**** Material shown ****
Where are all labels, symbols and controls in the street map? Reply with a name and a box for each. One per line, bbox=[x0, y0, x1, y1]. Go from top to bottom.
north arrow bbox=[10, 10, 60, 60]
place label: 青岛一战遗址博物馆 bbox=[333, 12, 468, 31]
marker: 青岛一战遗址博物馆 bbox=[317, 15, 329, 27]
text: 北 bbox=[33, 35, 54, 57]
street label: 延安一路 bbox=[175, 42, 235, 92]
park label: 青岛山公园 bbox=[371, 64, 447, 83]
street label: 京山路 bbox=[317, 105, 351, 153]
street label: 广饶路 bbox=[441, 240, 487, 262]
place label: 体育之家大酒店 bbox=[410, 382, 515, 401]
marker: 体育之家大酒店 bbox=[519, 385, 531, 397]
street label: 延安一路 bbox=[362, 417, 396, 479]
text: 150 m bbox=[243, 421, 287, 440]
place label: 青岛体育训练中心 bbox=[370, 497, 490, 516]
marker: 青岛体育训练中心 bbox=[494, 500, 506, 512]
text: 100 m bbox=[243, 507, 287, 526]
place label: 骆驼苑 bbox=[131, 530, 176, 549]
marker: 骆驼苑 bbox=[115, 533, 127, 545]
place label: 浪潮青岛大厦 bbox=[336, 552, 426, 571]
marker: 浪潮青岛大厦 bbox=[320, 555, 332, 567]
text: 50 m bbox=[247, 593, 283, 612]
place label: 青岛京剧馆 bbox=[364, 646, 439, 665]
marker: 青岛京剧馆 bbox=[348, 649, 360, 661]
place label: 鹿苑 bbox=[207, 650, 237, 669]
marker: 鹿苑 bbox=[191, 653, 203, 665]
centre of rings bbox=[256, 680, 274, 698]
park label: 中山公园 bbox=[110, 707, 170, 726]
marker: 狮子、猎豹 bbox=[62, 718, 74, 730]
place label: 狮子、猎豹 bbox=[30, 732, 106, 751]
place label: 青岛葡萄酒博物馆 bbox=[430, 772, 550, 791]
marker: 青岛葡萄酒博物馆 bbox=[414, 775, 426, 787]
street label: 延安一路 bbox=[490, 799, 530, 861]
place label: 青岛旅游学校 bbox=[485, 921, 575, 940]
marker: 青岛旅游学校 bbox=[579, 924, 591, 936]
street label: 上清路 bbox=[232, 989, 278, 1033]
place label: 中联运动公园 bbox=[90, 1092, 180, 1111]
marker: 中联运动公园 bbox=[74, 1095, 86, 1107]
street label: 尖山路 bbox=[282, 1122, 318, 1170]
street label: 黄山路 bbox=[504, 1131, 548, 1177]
****
◆ **Assignment**
The response should be an exact copy of every line above.

◆ **Your solution**
Where are all labels, symbols and controls in the street map? Reply with a name and a box for each. One per line, bbox=[x0, y0, x1, y1]. Go from top to bottom.
north arrow bbox=[10, 10, 60, 60]
place label: 青岛一战遗址博物馆 bbox=[333, 12, 468, 31]
marker: 青岛一战遗址博物馆 bbox=[317, 15, 329, 27]
text: 北 bbox=[33, 35, 54, 57]
street label: 延安一路 bbox=[175, 42, 235, 92]
park label: 青岛山公园 bbox=[371, 64, 447, 83]
street label: 京山路 bbox=[317, 105, 351, 153]
street label: 广饶路 bbox=[441, 240, 487, 262]
place label: 体育之家大酒店 bbox=[410, 382, 515, 401]
marker: 体育之家大酒店 bbox=[519, 385, 531, 397]
street label: 延安一路 bbox=[362, 417, 396, 479]
text: 150 m bbox=[243, 421, 287, 440]
place label: 青岛体育训练中心 bbox=[370, 497, 490, 516]
marker: 青岛体育训练中心 bbox=[494, 500, 506, 512]
text: 100 m bbox=[243, 507, 287, 526]
place label: 骆驼苑 bbox=[131, 530, 176, 549]
marker: 骆驼苑 bbox=[115, 533, 127, 545]
place label: 浪潮青岛大厦 bbox=[336, 552, 426, 571]
marker: 浪潮青岛大厦 bbox=[320, 555, 332, 567]
text: 50 m bbox=[247, 593, 283, 612]
place label: 青岛京剧馆 bbox=[364, 646, 439, 665]
marker: 青岛京剧馆 bbox=[348, 649, 360, 661]
place label: 鹿苑 bbox=[207, 650, 237, 669]
marker: 鹿苑 bbox=[191, 653, 203, 665]
centre of rings bbox=[256, 680, 274, 698]
park label: 中山公园 bbox=[110, 707, 170, 726]
marker: 狮子、猎豹 bbox=[62, 718, 74, 730]
place label: 狮子、猎豹 bbox=[30, 732, 106, 751]
place label: 青岛葡萄酒博物馆 bbox=[430, 772, 550, 791]
marker: 青岛葡萄酒博物馆 bbox=[414, 775, 426, 787]
street label: 延安一路 bbox=[490, 799, 530, 861]
place label: 青岛旅游学校 bbox=[485, 921, 575, 940]
marker: 青岛旅游学校 bbox=[579, 924, 591, 936]
street label: 上清路 bbox=[232, 989, 278, 1033]
place label: 中联运动公园 bbox=[90, 1092, 180, 1111]
marker: 中联运动公园 bbox=[74, 1095, 86, 1107]
street label: 尖山路 bbox=[282, 1122, 318, 1170]
street label: 黄山路 bbox=[504, 1131, 548, 1177]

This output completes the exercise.